WORK REQUEST =
Set every record down again exactly. Do not carry over the pictures.

GIVEN DATA =
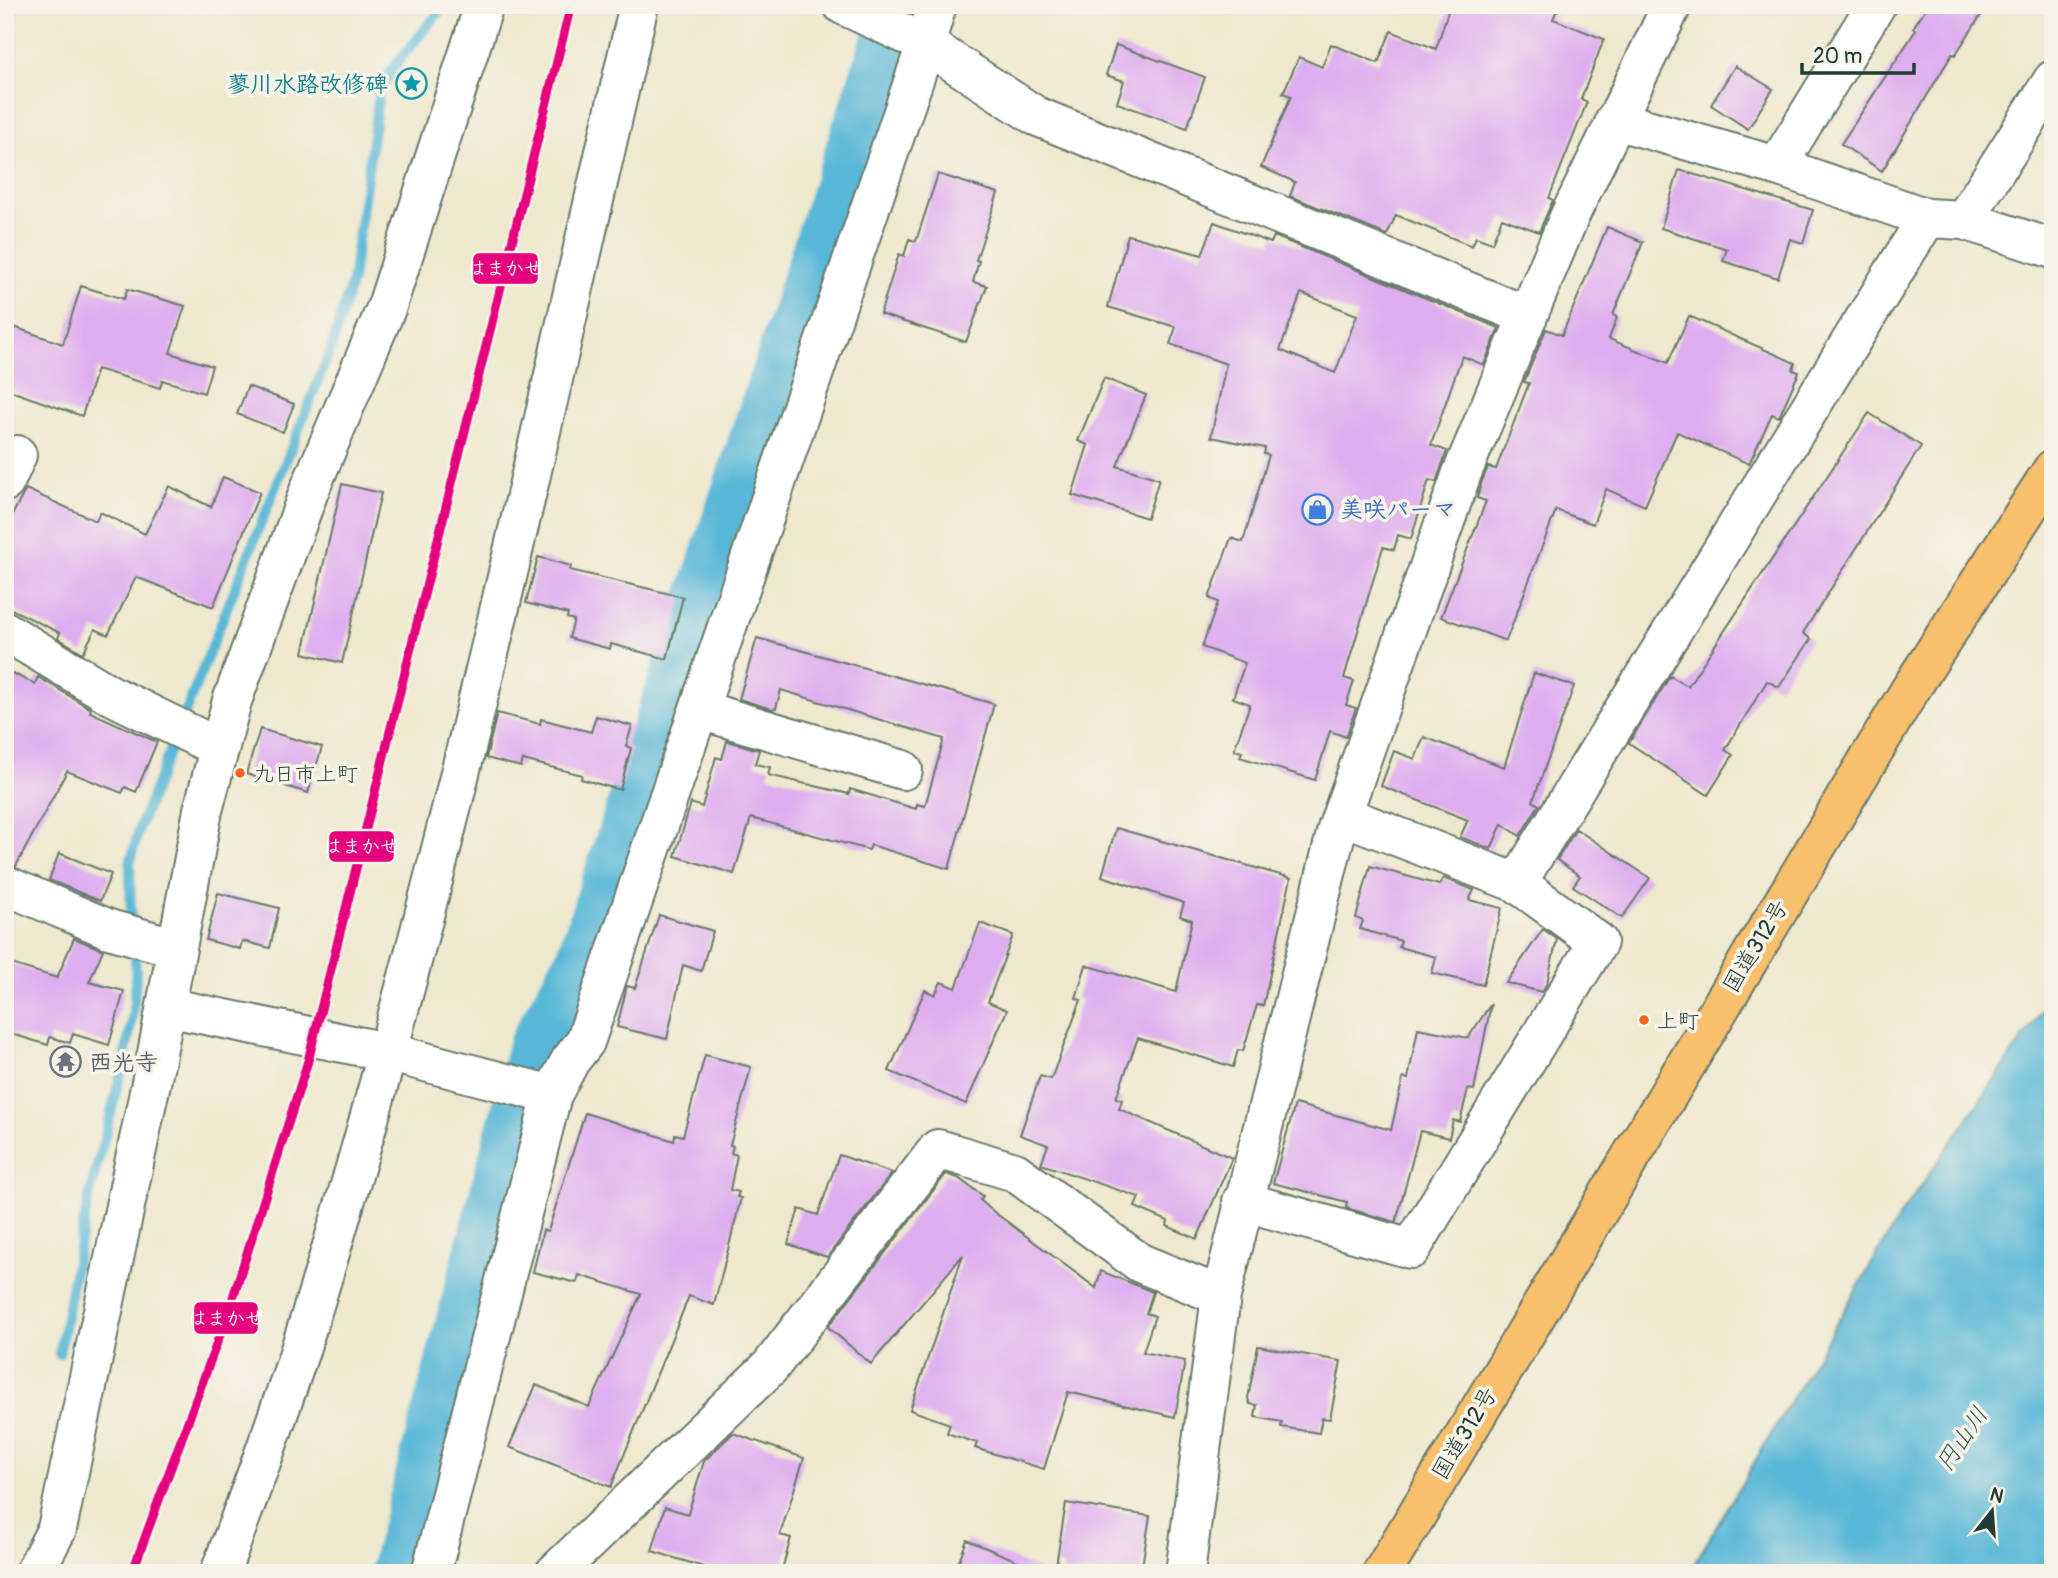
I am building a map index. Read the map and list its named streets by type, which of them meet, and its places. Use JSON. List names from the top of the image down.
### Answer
{
  "streets": {
    "highway": ["国道312号"]
  },
  "water": ["円山川"],
  "places": {
    "place": ["蓼川水路改修碑"],
    "shop": ["美咲パーマ"],
    "other": ["九日市上町", "上町"],
    "temple": ["西光寺"]
  },
  "lines": ["transit line はまかぜ"],
  "scale_bar": "20 m",
  "north": "top"
}
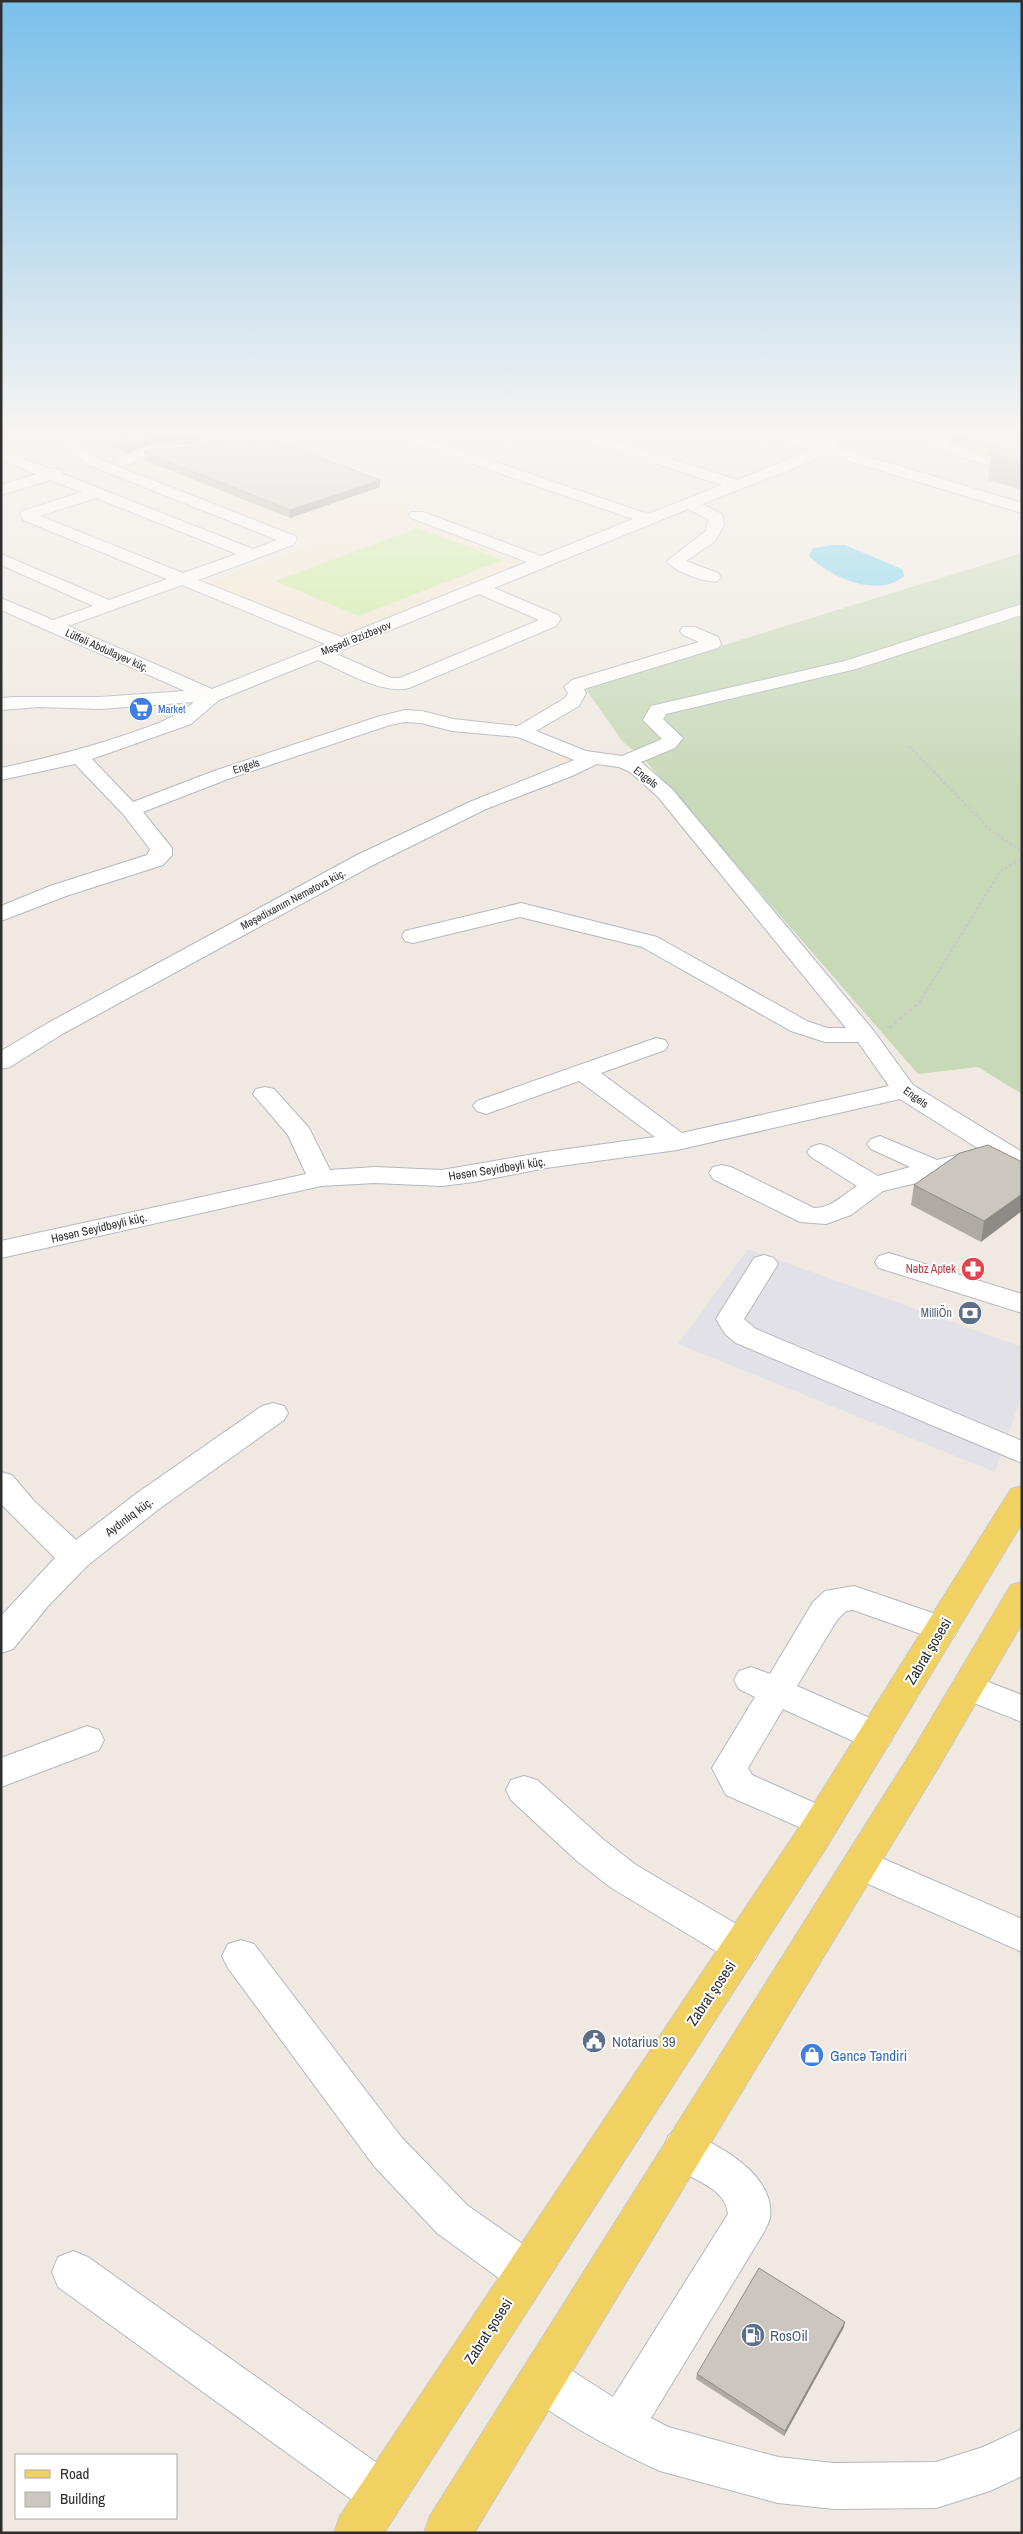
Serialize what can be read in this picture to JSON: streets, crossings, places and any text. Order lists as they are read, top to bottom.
{
  "streets": {
    "main road": ["Zabrat şosesi"],
    "street": [
      "Məşədi Əzizbəyov",
      "Lütfəli Abdullayev küç.",
      "Engels",
      "Məşədixanım Nemətova küç.",
      "Həsən Seyidbəyli küç.",
      "Aydınlıq küç."
    ]
  },
  "crossings": [
    ["Məşədi Əzizbəyov", "Lütfəli Abdullayev küç."],
    ["Engels", "Məşədixanım Nemətova küç."],
    ["Engels", "Həsən Seyidbəyli küç."]
  ],
  "places": {
    "supermarket": ["Market"],
    "pharmacy": ["Nəbz Aptek"],
    "bank": ["MilliÖn"],
    "public building": ["Notarius 39"],
    "shop": ["Gəncə Təndiri"],
    "fuel station": ["RosOil"]
  },
  "legend": ["Road", "Building"]
}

THE ANSWER =
I am building a map index. Read the map and list its named streets by type, which of them meet, and its places. Use JSON. List names from the top of the image down.
### Answer
{
  "streets": {
    "highway": ["国道312号"]
  },
  "water": ["円山川"],
  "places": {
    "place": ["蓼川水路改修碑"],
    "shop": ["美咲パーマ"],
    "other": ["九日市上町", "上町"],
    "temple": ["西光寺"]
  },
  "lines": ["transit line はまかぜ"],
  "scale_bar": "20 m",
  "north": "top"
}
Serialize what can be read in this picture to JSON: streets, crossings, places and any text. Order lists as they are read, top to bottom.
{
  "streets": {
    "main road": ["Zabrat şosesi"],
    "street": [
      "Məşədi Əzizbəyov",
      "Lütfəli Abdullayev küç.",
      "Engels",
      "Məşədixanım Nemətova küç.",
      "Həsən Seyidbəyli küç.",
      "Aydınlıq küç."
    ]
  },
  "crossings": [
    ["Məşədi Əzizbəyov", "Lütfəli Abdullayev küç."],
    ["Engels", "Məşədixanım Nemətova küç."],
    ["Engels", "Həsən Seyidbəyli küç."]
  ],
  "places": {
    "supermarket": ["Market"],
    "pharmacy": ["Nəbz Aptek"],
    "bank": ["MilliÖn"],
    "public building": ["Notarius 39"],
    "shop": ["Gəncə Təndiri"],
    "fuel station": ["RosOil"]
  },
  "legend": ["Road", "Building"]
}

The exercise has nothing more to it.